题解 | #重建二叉树#
重建二叉树
http://www.nowcoder.com/practice/8a19cbe657394eeaac2f6ea9b0f6fcf6
一开始思路是比较清晰的,但是在写的时候没注意细节,调试花了比较多的时间。
有时候在ac过程中把代码擦除掉重新写比在原有代码增改更节省时间,因为有时候前后思路有差异,但是细节处理不到位。
解题思路:
[1,2,4,7,3,5,6,8],[4,7,2,1,5,3,8,6]
- 从前序找出中间节点【1】,从中序根据中间节点拆分成两个二叉树【2,4,7】【3,5,6,8】,对应左节点和右节点。

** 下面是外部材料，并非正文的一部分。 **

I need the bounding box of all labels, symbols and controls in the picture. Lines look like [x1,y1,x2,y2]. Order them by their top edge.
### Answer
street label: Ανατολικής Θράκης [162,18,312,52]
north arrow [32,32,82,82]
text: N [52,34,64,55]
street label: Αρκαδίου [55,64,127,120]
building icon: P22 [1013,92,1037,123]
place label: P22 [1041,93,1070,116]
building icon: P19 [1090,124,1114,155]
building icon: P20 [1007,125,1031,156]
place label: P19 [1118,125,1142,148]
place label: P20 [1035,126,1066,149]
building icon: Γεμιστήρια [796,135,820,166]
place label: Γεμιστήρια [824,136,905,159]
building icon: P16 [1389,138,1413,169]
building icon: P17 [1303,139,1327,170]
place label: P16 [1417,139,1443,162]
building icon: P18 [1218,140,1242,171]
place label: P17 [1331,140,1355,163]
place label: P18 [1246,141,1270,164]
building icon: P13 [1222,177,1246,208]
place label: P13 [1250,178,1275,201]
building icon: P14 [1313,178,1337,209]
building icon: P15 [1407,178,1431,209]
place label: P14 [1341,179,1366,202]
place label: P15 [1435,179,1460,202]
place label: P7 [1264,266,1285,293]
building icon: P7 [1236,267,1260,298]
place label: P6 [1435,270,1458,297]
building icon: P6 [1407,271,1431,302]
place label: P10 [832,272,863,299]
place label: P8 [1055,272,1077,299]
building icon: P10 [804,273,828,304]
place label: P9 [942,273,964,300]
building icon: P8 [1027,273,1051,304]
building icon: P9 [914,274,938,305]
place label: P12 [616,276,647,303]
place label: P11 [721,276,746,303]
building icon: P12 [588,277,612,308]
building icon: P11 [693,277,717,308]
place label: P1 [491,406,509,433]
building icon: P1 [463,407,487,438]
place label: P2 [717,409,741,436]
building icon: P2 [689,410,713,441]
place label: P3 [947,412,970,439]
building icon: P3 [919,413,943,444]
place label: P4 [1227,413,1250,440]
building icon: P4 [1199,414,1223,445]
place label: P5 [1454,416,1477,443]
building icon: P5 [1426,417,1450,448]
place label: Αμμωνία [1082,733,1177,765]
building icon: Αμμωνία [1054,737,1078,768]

- 同理,两边节点也对应自己的前序和中序,重复环节1递归,知道只剩下一个节点。
/**
* Definition for binary tree
* public class TreeNode {
* int val;
* TreeNode left;
* TreeNode right;
* TreeNode(int x) { val = x; }
* }
*/
import java.util.*;
public class Solution {
public TreeNode reConstructBinaryTree(int [] pre,int [] vin) {
if (pre.length == 0 || vin.length == 0) {
return null;
}
int prePos = 0;
int preLength = pre.length;
int vinPos = 0;
int vinLength = vin.length;
return buildTree(pre, prePos, preLength, vin, vinPos, vinLength);
}
private TreeNode buildTree(int[] pre, int prePos, int preLength,
int[] vin, int vinPos, int vinLength) {
if (preLength <= 0) {
return null;
}
int header = pre[prePos];
TreeNode headerNode = new TreeNode(header);
if (preLength == 1) {
return headerNode;
}
int leftLength = 0;
for (int i = 0; i < vinLength; i++) {
if (vin[i + vinPos] == header) {
break;
} else {
leftLength++;
}
}
int newLeftPrePos = prePos + 1;
int newLeftPreLength = leftLength;
int newLeftVinPos = vinPos;
int newLeftVinLength = leftLength;
TreeNode leftNode = buildTree(pre, newLeftPrePos, newLeftPreLength, vin, newLeftVinPos, newLeftVinLength);
headerNode.left = leftNode;
int newRightPrePos = prePos + 1 + leftLength;
int newRightPreLength = preLength - 1 - leftLength;
int newRightVinPos = vinPos + 1 + leftLength;
int newRightVinLength = vinLength - 1 - leftLength;
TreeNode rightNode = buildTree(pre, newRightPrePos, newRightPreLength, vin, newRightVinPos, newRightVinLength);
headerNode.right = rightNode;
return headerNode;
}
}